Aim of the task:
For the material that follows, state how many lines contain the word "white", and add nothing.
-- Opening Marker --
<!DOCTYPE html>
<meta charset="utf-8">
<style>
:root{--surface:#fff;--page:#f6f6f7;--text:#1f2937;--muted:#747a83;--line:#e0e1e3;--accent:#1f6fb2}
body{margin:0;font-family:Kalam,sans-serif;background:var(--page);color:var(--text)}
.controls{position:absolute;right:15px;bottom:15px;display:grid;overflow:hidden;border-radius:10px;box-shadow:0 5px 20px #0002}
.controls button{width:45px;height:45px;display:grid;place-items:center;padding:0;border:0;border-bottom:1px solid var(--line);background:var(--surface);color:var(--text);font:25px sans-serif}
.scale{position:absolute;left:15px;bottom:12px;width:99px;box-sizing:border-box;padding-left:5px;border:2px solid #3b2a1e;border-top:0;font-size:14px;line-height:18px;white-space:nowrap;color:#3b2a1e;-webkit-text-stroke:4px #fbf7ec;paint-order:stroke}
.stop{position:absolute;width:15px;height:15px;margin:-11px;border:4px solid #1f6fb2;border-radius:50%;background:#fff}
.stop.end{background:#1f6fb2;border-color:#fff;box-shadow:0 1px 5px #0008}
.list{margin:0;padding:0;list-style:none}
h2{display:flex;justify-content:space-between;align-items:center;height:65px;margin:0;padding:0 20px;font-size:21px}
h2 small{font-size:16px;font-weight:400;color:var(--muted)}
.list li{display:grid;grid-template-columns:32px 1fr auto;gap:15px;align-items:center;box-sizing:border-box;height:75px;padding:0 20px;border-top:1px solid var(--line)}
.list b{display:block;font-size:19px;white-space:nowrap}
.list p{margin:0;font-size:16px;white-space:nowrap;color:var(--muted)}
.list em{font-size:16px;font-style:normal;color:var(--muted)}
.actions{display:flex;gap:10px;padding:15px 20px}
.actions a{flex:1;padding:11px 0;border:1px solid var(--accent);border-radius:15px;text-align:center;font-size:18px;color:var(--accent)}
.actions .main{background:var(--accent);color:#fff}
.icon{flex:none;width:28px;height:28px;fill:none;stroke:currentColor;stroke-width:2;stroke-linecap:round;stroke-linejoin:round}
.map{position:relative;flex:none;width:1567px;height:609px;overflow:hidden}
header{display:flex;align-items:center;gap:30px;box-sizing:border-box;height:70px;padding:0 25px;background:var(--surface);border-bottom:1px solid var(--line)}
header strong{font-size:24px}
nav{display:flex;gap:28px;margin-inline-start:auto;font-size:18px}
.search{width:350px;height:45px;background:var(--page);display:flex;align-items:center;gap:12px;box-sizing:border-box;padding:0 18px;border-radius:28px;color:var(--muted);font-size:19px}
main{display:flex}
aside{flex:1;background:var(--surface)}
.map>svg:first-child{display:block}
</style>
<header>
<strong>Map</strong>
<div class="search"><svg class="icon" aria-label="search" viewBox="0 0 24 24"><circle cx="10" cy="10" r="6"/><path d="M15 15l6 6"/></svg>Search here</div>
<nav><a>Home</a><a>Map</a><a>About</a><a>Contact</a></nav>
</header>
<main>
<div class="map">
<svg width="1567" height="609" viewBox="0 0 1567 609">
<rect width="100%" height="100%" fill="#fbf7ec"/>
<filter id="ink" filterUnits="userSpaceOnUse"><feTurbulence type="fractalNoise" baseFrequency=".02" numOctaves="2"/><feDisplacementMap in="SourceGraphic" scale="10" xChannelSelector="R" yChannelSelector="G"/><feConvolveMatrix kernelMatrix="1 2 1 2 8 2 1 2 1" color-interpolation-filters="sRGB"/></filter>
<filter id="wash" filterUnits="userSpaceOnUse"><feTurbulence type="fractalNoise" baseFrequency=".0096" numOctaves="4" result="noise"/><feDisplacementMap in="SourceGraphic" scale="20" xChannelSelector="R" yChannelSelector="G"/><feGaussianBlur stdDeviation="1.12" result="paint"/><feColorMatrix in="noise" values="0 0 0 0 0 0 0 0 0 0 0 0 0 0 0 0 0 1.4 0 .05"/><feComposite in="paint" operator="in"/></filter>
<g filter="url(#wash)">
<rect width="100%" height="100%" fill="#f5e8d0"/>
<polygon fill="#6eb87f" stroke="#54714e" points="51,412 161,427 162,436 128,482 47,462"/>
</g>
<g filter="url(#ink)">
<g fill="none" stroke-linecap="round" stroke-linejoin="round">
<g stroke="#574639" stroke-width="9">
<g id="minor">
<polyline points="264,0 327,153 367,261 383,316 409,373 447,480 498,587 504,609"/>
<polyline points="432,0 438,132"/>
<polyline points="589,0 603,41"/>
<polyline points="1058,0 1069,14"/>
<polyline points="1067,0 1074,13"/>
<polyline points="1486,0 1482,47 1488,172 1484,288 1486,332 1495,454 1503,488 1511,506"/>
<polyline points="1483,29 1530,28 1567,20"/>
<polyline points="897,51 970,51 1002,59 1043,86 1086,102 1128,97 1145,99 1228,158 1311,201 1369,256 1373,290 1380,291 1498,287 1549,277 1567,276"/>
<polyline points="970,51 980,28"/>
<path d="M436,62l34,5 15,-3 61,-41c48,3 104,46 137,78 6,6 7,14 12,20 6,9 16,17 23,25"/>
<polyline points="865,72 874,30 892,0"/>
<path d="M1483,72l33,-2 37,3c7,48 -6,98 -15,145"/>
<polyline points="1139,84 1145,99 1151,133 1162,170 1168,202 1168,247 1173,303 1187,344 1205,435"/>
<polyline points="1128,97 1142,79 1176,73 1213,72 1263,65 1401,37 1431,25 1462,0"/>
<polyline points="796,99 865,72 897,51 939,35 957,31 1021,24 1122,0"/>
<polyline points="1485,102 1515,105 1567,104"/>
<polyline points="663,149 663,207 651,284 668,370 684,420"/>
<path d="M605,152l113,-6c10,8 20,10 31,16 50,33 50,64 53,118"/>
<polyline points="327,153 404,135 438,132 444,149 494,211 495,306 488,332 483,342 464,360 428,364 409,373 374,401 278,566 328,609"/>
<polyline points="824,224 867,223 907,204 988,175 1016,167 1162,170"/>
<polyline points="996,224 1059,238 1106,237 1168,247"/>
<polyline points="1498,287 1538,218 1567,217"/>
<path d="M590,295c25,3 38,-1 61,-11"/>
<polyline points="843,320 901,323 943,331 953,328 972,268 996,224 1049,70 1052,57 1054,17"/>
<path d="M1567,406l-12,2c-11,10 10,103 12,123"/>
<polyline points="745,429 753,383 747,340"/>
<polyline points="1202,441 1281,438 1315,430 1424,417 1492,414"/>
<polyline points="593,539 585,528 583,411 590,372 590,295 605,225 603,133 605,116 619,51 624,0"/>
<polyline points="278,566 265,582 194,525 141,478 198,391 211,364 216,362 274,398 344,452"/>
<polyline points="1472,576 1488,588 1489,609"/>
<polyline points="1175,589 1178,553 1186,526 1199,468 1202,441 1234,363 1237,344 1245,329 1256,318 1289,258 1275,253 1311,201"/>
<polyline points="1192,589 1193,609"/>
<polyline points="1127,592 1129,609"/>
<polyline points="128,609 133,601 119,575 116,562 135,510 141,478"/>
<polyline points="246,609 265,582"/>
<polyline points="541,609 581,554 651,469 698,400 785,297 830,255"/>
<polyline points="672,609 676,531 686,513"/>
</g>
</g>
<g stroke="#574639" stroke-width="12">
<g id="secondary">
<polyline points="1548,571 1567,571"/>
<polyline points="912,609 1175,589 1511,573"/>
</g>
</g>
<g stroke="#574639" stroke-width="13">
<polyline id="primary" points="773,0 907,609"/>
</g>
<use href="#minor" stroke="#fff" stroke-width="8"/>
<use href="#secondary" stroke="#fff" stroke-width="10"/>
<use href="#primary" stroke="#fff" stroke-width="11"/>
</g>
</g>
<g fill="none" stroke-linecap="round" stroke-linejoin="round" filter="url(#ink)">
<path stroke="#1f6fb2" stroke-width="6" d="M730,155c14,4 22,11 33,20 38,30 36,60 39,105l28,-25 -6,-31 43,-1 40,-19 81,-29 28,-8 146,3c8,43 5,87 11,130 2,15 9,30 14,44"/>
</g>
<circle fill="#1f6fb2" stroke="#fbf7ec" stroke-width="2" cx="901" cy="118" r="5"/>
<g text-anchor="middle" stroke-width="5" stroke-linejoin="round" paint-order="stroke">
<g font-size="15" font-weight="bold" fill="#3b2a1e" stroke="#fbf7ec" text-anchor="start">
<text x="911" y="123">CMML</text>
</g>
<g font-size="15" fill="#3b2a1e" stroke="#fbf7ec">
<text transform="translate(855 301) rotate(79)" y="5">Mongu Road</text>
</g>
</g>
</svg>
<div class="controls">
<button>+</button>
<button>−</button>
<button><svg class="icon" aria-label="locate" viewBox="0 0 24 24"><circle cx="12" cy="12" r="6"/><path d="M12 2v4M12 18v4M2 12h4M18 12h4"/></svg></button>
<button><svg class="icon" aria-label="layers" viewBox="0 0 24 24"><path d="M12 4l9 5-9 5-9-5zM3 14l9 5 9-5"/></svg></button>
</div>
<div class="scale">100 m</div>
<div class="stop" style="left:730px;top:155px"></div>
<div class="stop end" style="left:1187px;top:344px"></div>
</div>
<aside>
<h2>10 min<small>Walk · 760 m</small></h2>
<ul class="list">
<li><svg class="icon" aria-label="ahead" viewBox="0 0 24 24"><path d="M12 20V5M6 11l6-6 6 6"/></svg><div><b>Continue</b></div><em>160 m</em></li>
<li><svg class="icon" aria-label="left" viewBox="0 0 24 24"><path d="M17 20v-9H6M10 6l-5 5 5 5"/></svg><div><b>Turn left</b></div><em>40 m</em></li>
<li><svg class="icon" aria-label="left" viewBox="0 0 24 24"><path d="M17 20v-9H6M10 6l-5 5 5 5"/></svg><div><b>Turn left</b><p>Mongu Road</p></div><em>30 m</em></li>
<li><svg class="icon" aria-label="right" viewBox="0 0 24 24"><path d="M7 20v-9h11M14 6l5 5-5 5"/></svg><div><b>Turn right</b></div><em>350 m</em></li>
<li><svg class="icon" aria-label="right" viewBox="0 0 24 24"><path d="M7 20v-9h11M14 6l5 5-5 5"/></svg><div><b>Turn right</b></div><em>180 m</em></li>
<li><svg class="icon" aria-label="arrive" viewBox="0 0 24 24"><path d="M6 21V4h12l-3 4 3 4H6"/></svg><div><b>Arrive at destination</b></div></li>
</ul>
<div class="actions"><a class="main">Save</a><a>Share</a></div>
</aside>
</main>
-- Closing Marker --
Solved exercise:
3